Has broadband grown to become a ‘right’? I put the word in quotes because even I don’t think that is what the CRTC did. What they did was declare that the government of Canada officially blesses the idea that their citizens ought to have access to broadband. Over time that decree should prompt other parts of the Canadian government to help make that happen.

But even the CRTC does not think that every home in the country should be wired with fiber. I’ve traveled north of the arctic circle and there are plenty of remote places there that are not connected to the electric grid. And there are remote homes on top of mountains and deep in the woods where homeowners have purposefully withdrawn from civilization. The CRTC is not guaranteeing broadband to such places.

But the CRTC has made a strong statement to recognize the importance of broadband. This is not without precedent. During the last century the US government made similar statements about the right of Americans to electricity. The government then went on to create programs that would help to realize that right. This meant the formation of the Rural Utility Service to provide funding to create rural electric grids, and it mean the creation of government-sponsored electric generation such as with the Tennessee Valley Authority.

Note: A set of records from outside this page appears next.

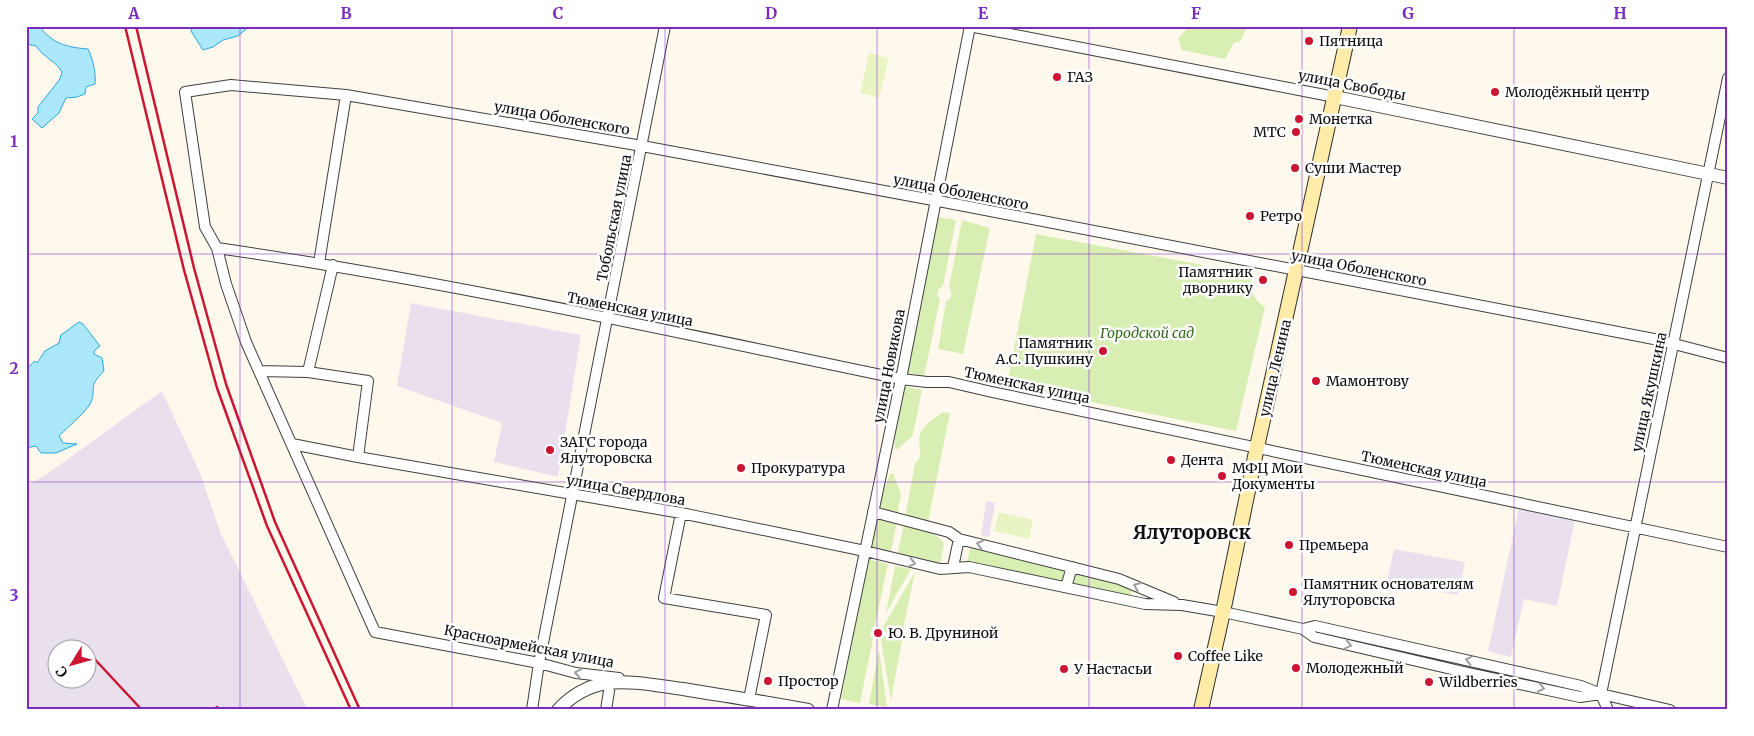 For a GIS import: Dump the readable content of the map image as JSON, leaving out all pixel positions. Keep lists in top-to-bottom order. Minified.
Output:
{"streets":{"main road":["улица Ленина"],"street":["улица Свободы","улица Оболенского","Тобольская улица","Тюменская улица","улица Новикова","улица Якушкина","улица Свердлова","Красноармейская улица"]},"crossings":[["улица Свободы","улица Новикова"],["улица Свободы","улица Ленина"],["улица Свободы","улица Якушкина"],["улица Оболенского","Тобольская улица"],["улица Оболенского","Тюменская улица"],["улица Оболенского","улица Новикова"],["улица Оболенского","улица Ленина"],["улица Оболенского","улица Якушкина"],["Тобольская улица","Тюменская улица"],["Тобольская улица","улица Свердлова"],["Тобольская улица","Красноармейская улица"],["Тюменская улица","улица Новикова"],["Тюменская улица","улица Ленина"],["Тюменская улица","улица Якушкина"],["улица Новикова","улица Свердлова"],["улица Ленина","улица Свердлова"],["улица Якушкина","улица Свердлова"],["улица Свердлова","Красноармейская улица"]],"districts":["Ялуторовск"],"parks":["Городской сад"],"places":["Пятница","ГАЗ","Молодёжный центр","Монетка","МТС","Суши Мастер","Ретро","Памятник дворнику","Памятник А.С. Пушкину","Мамонтову","ЗАГС города Ялуторовска","Дента","Прокуратура","МФЦ Мои Документы","Премьера","Памятник основателям Ялуторовска","Ю. В. Друниной","Coffee Like","Молодежный","У Настасьи","Простор","Wildberries"],"north":"bottom left","grid":{"columns":["A","B","C","D","E","F","G","H"],"rows":["1","2","3"]}} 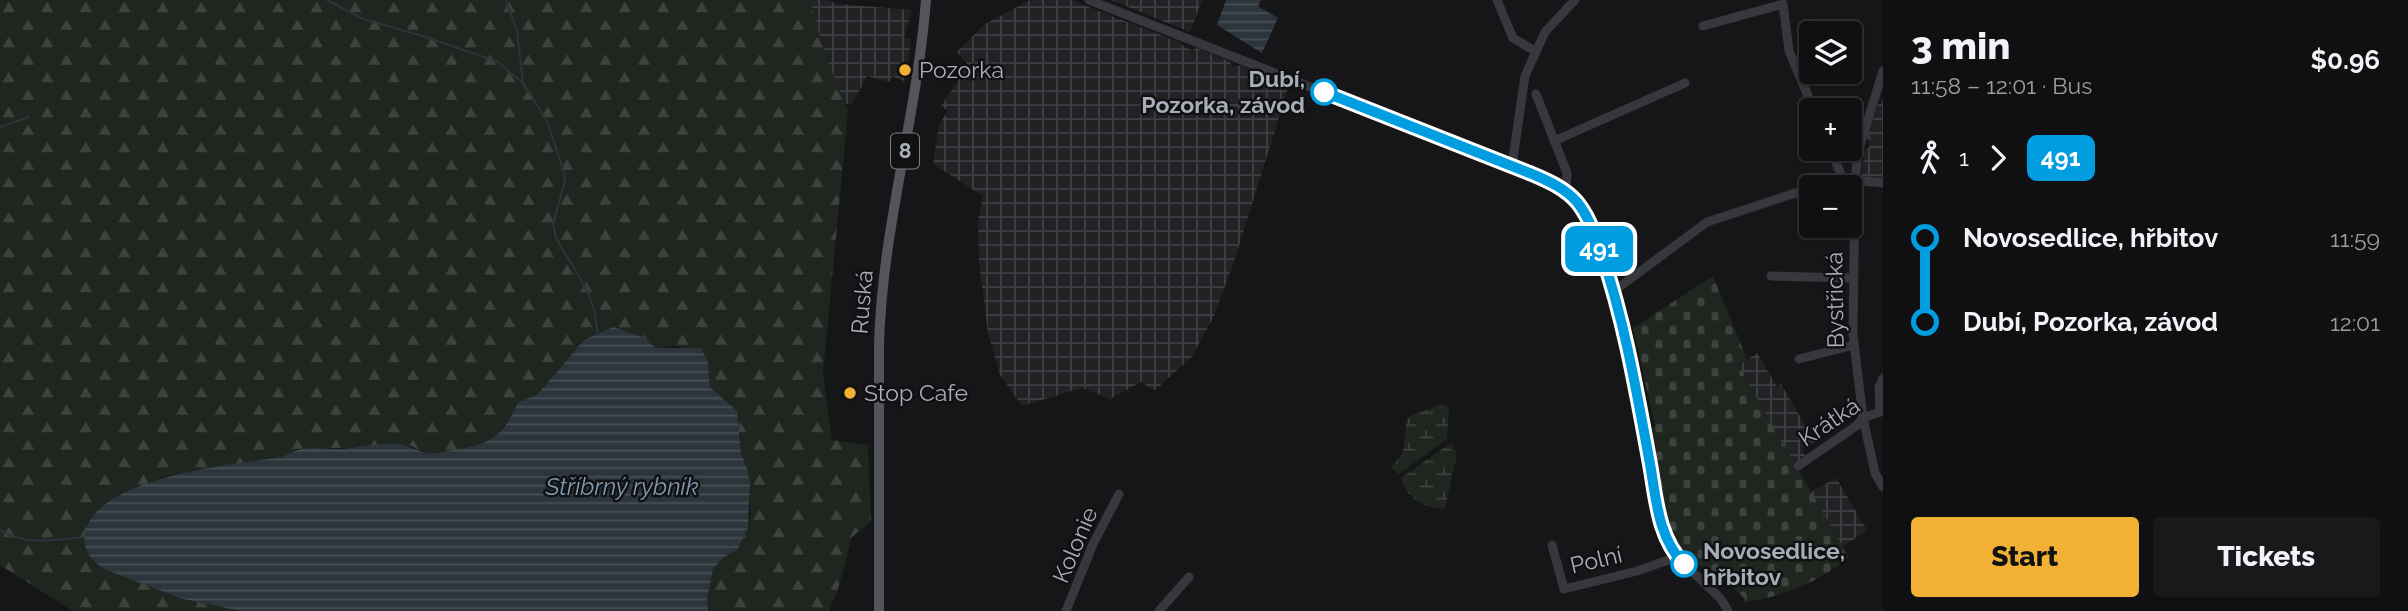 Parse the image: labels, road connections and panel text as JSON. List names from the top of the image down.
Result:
{
  "streets": {
    "main road": ["8", "Ruská"],
    "street": [
      "Bystřická",
      "Krátká",
      "Kolonie",
      "Polní"
    ]
  },
  "crossings": [
    ["Bystřická", "Krátká"]
  ],
  "water": ["Stříbrný rybník"],
  "places": [
    "Pozorka",
    "Dubí, Pozorka, závod",
    "Stop Cafe",
    "Novosedlice, hřbitov"
  ],
  "lines": ["bus line 491"],
  "page": {
    "on_map": "491",
    "heading": ["3 min", "11:58 – 12:01 · Bus", "$0.96"],
    "map_buttons": ["+", "−"],
    "legs": ["1", "491"],
    "list": [
      {
        "name": "Novosedlice, hřbitov",
        "value": "11:59"
      },
      {
        "name": "Dubí, Pozorka, závod",
        "value": "12:01"
      }
    ],
    "buttons": ["Start", "Tickets"]
  }
} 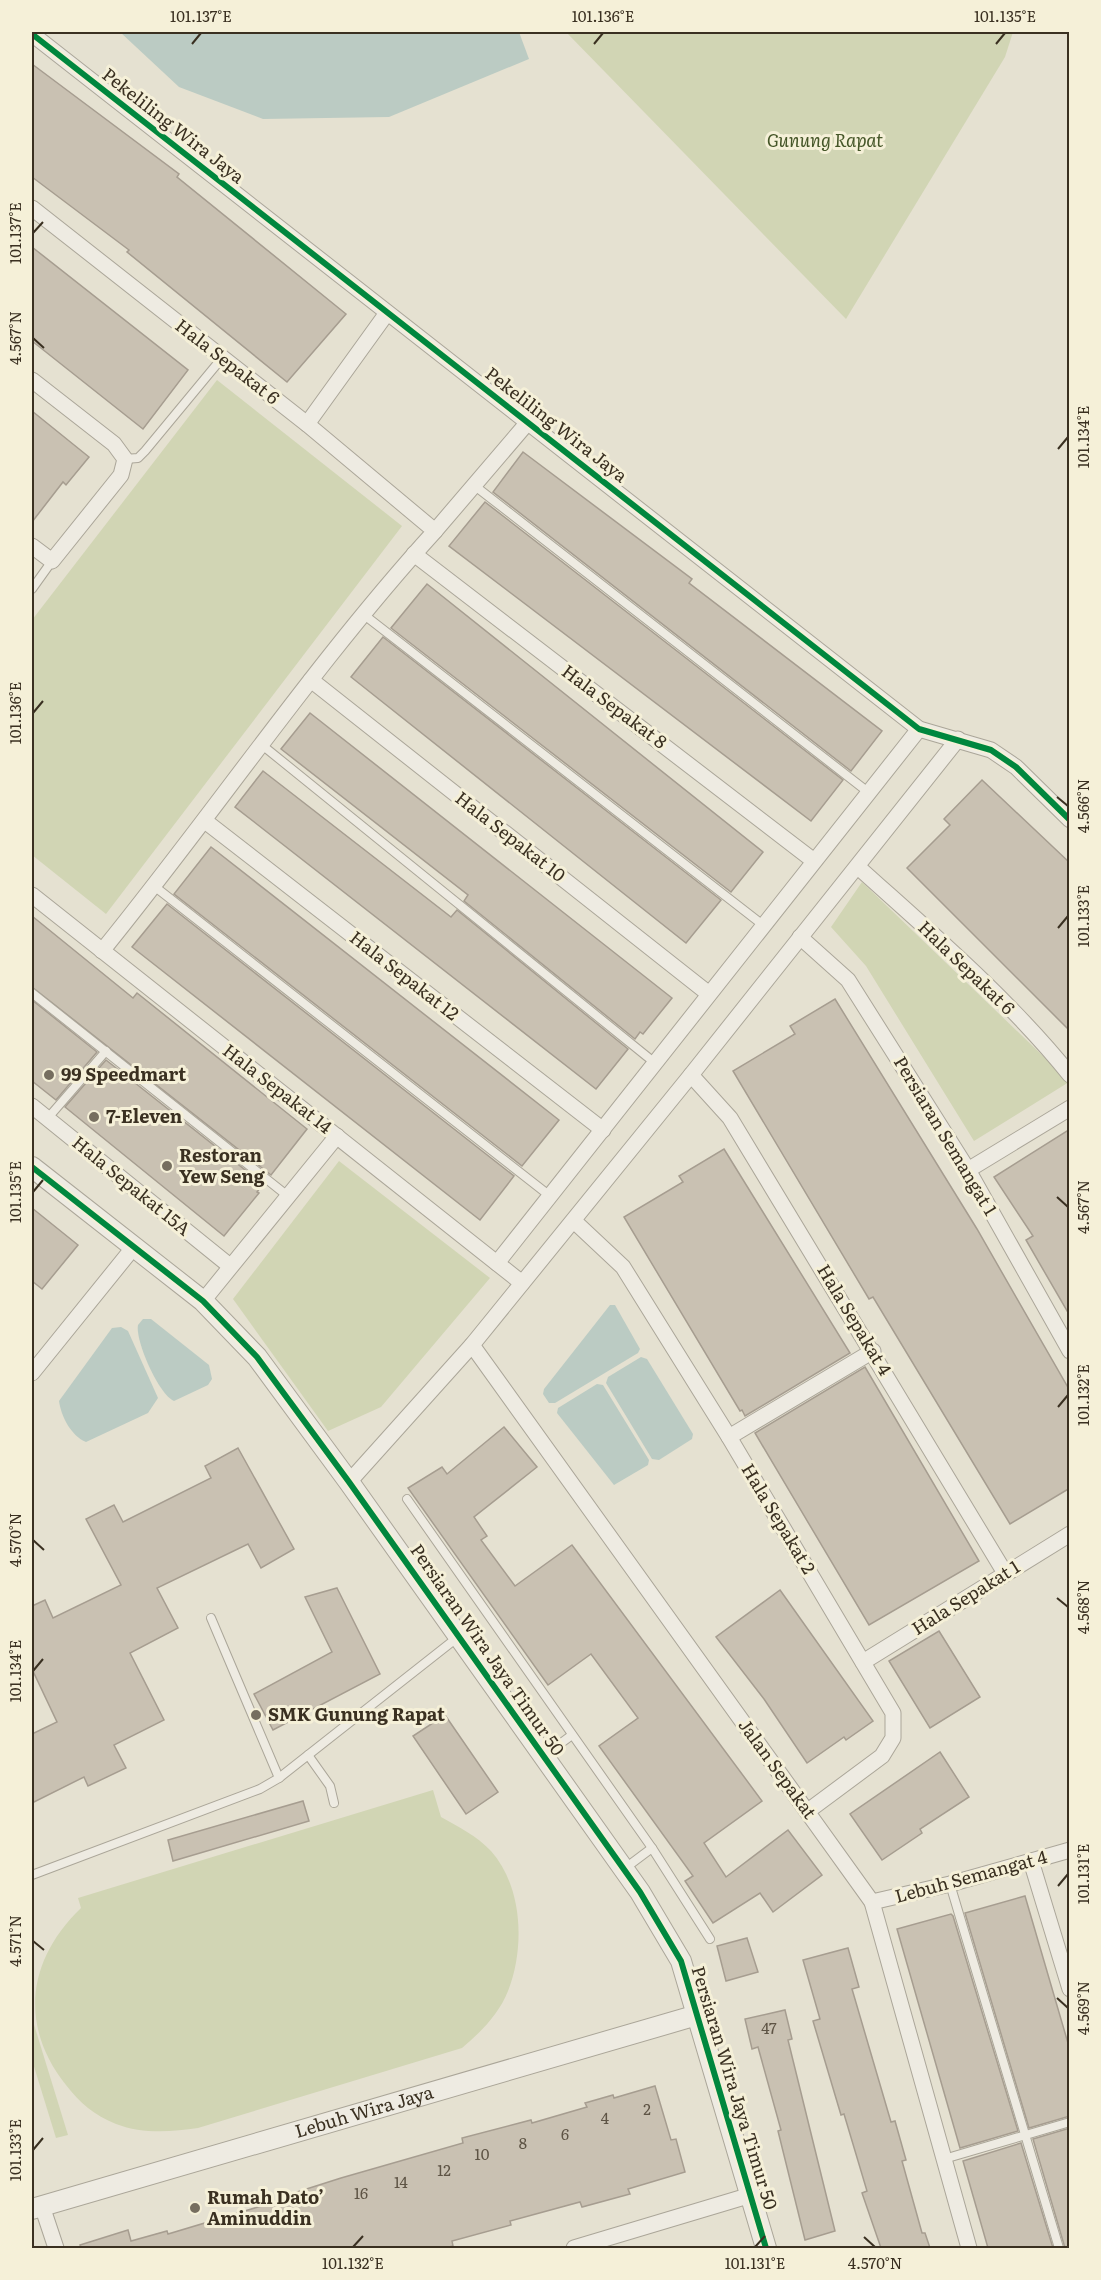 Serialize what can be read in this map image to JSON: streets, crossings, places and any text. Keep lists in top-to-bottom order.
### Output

These government programs worked well and the vast majority of US homes were connected to the electric grid within a few decades. The investments made in these programs paid back the US government many times over by bringing numerous communities into the modern world. The electrification of America was probably the most profitable undertaking ever undertaken by the US government.

The action taken by the CRTC will be an empty gesture unless it pushes the Canadian government to take the steps needed to get broadband everywhere. The latest statistics show that nearly 20% of homes there, mostly rural, don’t have access to landline broadband. That’s an even larger percentage of homes than in the US and probably reflects the vast rural stretches in central and northern Canada.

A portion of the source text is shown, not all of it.